Stored data entries
+++

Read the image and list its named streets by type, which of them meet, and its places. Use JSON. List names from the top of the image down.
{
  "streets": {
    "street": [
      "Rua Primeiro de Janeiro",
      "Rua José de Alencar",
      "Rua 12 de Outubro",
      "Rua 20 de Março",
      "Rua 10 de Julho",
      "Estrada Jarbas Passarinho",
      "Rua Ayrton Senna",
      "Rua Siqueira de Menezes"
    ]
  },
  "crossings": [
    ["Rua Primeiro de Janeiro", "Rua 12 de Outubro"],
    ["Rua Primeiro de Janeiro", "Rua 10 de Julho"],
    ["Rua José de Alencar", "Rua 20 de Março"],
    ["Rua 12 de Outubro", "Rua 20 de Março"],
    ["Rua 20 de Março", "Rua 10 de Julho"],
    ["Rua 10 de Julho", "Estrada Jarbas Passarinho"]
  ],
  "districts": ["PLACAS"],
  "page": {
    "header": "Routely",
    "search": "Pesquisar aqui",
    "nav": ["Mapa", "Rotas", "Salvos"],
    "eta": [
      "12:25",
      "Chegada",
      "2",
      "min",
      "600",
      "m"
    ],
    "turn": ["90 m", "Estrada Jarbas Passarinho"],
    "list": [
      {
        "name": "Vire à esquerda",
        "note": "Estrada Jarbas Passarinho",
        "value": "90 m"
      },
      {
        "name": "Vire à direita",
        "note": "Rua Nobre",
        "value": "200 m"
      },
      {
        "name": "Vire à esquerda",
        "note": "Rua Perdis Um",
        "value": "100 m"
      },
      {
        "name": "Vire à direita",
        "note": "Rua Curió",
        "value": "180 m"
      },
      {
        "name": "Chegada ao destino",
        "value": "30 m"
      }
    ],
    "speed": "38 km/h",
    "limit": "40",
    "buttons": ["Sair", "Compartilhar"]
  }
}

+++

TASK DIRECTIONS
Report every line of the data above that contains the string "value" by copying it in full.

RESPONSE BOX
        "value": "90 m"
        "value": "200 m"
        "value": "100 m"
        "value": "180 m"
        "value": "30 m"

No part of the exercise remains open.